• _WHAT IS EXPECTED_
Check every line of the data below for the word "linecap" and say how many have it, without further comment.
[PROVIDED DATA Boundary: Start]
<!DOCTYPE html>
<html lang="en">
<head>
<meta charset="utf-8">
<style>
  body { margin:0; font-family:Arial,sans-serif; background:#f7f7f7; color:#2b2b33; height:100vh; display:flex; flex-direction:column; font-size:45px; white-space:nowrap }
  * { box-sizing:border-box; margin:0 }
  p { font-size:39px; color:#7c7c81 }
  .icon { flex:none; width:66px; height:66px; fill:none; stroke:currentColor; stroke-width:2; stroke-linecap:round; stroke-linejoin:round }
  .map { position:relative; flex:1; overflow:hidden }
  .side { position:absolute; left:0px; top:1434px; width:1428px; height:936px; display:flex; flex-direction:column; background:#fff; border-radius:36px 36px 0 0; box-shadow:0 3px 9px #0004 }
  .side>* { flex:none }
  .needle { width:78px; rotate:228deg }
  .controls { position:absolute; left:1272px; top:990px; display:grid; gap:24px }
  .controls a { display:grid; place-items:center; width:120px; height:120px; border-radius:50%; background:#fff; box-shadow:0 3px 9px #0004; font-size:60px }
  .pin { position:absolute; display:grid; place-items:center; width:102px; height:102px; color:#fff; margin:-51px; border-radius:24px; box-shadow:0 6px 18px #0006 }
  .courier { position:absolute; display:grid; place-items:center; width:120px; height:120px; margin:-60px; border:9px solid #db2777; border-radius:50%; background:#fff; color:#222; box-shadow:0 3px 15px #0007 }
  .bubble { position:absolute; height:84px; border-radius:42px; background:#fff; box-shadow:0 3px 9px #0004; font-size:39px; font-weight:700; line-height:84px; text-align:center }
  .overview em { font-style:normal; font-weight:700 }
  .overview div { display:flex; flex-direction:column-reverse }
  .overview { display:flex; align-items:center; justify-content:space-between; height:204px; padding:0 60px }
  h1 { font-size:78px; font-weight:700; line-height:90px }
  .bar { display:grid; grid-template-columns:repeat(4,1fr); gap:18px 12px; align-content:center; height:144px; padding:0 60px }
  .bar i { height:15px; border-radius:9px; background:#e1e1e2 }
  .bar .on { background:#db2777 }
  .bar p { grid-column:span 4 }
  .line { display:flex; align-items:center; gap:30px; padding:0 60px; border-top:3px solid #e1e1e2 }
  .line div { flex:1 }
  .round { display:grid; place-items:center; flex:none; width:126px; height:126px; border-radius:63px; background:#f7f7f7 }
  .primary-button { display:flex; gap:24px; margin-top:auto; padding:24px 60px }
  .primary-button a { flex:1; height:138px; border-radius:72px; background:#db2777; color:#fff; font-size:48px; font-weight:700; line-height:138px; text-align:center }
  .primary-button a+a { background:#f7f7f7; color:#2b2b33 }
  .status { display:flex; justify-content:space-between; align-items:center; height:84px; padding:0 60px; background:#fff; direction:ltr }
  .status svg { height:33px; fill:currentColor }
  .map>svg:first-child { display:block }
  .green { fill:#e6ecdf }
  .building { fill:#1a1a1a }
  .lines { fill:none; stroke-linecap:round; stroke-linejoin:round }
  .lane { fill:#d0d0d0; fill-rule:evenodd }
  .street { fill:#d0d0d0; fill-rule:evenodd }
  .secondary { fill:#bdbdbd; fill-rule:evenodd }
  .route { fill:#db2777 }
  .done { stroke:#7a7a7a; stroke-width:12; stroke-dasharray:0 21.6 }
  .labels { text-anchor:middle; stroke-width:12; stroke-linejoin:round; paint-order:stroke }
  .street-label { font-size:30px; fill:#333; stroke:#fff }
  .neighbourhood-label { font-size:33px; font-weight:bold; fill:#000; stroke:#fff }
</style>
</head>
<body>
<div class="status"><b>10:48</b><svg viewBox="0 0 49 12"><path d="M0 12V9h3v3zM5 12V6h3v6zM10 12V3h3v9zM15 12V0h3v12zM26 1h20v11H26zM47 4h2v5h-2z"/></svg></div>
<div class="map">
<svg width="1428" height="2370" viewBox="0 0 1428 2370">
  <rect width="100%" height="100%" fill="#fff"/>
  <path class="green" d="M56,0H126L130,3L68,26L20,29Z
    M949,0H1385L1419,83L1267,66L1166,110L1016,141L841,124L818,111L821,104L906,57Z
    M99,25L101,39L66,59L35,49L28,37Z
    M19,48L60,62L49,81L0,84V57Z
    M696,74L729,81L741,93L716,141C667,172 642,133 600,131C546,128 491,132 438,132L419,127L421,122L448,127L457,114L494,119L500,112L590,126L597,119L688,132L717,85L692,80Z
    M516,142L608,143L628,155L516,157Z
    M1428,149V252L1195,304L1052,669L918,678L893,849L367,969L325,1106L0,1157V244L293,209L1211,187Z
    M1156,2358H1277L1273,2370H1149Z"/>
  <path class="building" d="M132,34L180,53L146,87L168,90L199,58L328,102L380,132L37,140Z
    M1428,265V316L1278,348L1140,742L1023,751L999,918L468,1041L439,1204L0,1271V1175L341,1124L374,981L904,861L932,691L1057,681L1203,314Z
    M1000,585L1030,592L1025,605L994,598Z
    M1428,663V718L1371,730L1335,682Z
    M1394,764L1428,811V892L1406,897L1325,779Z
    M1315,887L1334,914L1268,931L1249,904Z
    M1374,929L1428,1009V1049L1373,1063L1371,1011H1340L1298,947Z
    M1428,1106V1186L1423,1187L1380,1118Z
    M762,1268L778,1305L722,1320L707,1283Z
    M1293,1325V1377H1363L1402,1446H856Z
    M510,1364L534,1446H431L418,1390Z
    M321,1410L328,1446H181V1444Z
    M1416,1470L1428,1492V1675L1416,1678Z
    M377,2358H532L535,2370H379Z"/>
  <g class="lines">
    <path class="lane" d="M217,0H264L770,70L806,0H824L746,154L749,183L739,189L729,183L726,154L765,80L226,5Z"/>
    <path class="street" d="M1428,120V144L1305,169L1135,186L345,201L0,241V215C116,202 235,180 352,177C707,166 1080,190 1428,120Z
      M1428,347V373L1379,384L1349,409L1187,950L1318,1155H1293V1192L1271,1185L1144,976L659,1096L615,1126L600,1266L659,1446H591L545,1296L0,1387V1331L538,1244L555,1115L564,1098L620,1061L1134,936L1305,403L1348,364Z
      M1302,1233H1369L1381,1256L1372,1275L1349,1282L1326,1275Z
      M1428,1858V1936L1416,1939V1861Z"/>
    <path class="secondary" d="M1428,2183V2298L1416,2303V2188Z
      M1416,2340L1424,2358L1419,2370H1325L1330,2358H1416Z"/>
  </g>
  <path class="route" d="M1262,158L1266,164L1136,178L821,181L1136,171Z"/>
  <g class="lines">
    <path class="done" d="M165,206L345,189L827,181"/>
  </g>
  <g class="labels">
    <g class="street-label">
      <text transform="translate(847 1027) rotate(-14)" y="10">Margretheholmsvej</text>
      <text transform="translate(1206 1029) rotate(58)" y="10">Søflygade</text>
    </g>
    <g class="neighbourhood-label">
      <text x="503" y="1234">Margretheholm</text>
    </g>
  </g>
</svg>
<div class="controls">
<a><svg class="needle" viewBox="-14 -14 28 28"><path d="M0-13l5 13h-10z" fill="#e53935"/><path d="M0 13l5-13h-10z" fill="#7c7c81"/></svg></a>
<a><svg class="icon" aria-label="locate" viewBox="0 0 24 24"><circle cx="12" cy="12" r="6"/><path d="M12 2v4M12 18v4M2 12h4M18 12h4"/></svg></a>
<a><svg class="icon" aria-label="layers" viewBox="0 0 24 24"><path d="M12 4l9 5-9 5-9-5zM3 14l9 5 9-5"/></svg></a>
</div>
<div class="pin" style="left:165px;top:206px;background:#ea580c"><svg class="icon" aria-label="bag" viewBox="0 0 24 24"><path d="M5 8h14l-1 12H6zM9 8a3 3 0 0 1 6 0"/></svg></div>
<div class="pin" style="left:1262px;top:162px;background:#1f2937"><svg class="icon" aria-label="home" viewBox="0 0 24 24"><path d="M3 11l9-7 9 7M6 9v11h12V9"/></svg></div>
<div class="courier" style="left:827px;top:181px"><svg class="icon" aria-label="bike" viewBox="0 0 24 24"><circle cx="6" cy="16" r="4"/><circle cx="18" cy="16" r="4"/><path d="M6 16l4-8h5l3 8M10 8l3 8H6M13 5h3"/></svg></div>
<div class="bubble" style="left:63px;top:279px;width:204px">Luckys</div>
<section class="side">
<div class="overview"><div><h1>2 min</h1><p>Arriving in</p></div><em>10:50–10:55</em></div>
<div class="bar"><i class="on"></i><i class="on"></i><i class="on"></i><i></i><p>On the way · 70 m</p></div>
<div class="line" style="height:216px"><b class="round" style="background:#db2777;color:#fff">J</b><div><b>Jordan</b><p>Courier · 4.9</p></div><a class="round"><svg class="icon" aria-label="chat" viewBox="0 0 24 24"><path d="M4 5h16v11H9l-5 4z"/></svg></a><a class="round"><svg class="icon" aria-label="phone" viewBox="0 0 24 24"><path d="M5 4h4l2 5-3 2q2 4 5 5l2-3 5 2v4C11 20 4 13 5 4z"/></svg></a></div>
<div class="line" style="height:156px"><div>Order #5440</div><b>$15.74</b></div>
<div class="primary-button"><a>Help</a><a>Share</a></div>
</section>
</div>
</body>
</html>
[PROVIDED DATA Boundary: End]
• _EXERCISE SOLUTION_
2